Hive minded at the start of spring

Our first ever hive inspection.

Spring should start with a ritual of flowers. Something with water, a bit of meditation and perhaps a floral poem.

Spring for me starts with a panicky prompt from my husband, “Should we inspect the bees today?” As soon as the temperature rises slightly above five Celsius, he starts to worry about our girls swarming. Our girls: our in the sense of evoking a sense of responsibility, the Kaurna word ‘yara’, which implies a mutual belonging. Only without the mutuality – the girls, understandably, don’t feel that we belong to them. We are parasitic hangers on, who attempt to interfere with their natural cycles of reproduction (swarming), who steal the fruits of their exceptionally hard-won labour and who are rather heavy-handed in our inspection of their living quarters.

Nonetheless, earlier this week, we donned our bee suits and looked inside the hive. I’m still not an experienced beek. Not really a beek at all – I feel like a fraud as I light the smoker and look inside. My back injury means my partner does the heavy lifting, while I look for parasites, help clean up the winter’s mess, and search for the queen and the bee larvae.

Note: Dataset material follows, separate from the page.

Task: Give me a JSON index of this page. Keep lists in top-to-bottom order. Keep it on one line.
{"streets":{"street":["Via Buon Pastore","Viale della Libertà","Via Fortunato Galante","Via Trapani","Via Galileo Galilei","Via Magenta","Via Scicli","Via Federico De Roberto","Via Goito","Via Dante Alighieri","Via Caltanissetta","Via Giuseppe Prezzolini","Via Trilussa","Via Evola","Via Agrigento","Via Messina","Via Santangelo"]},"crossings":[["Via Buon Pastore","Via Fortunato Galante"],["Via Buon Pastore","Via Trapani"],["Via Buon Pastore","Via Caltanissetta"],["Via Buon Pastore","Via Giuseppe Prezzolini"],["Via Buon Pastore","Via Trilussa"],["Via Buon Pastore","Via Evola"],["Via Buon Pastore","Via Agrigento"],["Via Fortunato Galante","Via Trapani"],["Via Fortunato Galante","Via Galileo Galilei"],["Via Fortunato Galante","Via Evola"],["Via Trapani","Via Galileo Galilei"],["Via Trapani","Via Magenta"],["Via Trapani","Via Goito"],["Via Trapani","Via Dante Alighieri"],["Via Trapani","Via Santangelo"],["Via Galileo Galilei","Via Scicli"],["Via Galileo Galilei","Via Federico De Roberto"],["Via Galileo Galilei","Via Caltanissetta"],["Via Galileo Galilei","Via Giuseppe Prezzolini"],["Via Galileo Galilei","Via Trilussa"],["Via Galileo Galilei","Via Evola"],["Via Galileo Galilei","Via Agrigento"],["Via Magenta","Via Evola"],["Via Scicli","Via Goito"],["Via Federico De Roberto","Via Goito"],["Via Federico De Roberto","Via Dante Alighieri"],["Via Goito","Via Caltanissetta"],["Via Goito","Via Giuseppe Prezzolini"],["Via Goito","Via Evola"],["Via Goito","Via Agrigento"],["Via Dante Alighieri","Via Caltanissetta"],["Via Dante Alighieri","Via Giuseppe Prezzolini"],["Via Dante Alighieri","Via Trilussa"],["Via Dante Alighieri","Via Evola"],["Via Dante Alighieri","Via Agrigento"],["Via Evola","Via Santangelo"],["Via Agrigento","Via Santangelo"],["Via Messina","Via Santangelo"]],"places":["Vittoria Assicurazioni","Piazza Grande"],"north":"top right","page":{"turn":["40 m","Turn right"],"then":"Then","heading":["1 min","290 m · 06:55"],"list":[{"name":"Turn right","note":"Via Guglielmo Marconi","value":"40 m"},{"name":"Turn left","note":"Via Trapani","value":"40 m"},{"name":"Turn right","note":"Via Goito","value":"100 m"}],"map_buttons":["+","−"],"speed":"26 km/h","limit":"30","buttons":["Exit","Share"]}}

But, despite my trepidity, it is always a slightly magical experience to peer in the hive. To look at a couple tens of thousands of well-armed (if suicidally armed) insects, engaged in their own tasks, each ready to sacrifice for the whole, storing away nectar and pollen that, as an individual, they are unlikely to partake of, instead feeding upon the fodder stored away by an earlier generation of sisters.

The other thing about being in a hive, is that time has to slow. An inspection cannot be rushed. Move too quickly, and you startle the girls. And really, really you don’t want to startle the girls. No matter how long the to-do list is, whether the kids are screaming at each other, whatever else is going on, the inspection is a pause. It is a meditation, almost. You have to focus on what is happening here, now.

I feel I should draw out some philosophical or, more typically, political lesson from the bees. But I won’t. I’ll leave you with a faint buzz in your ears, and the scent of honey in your nostrils.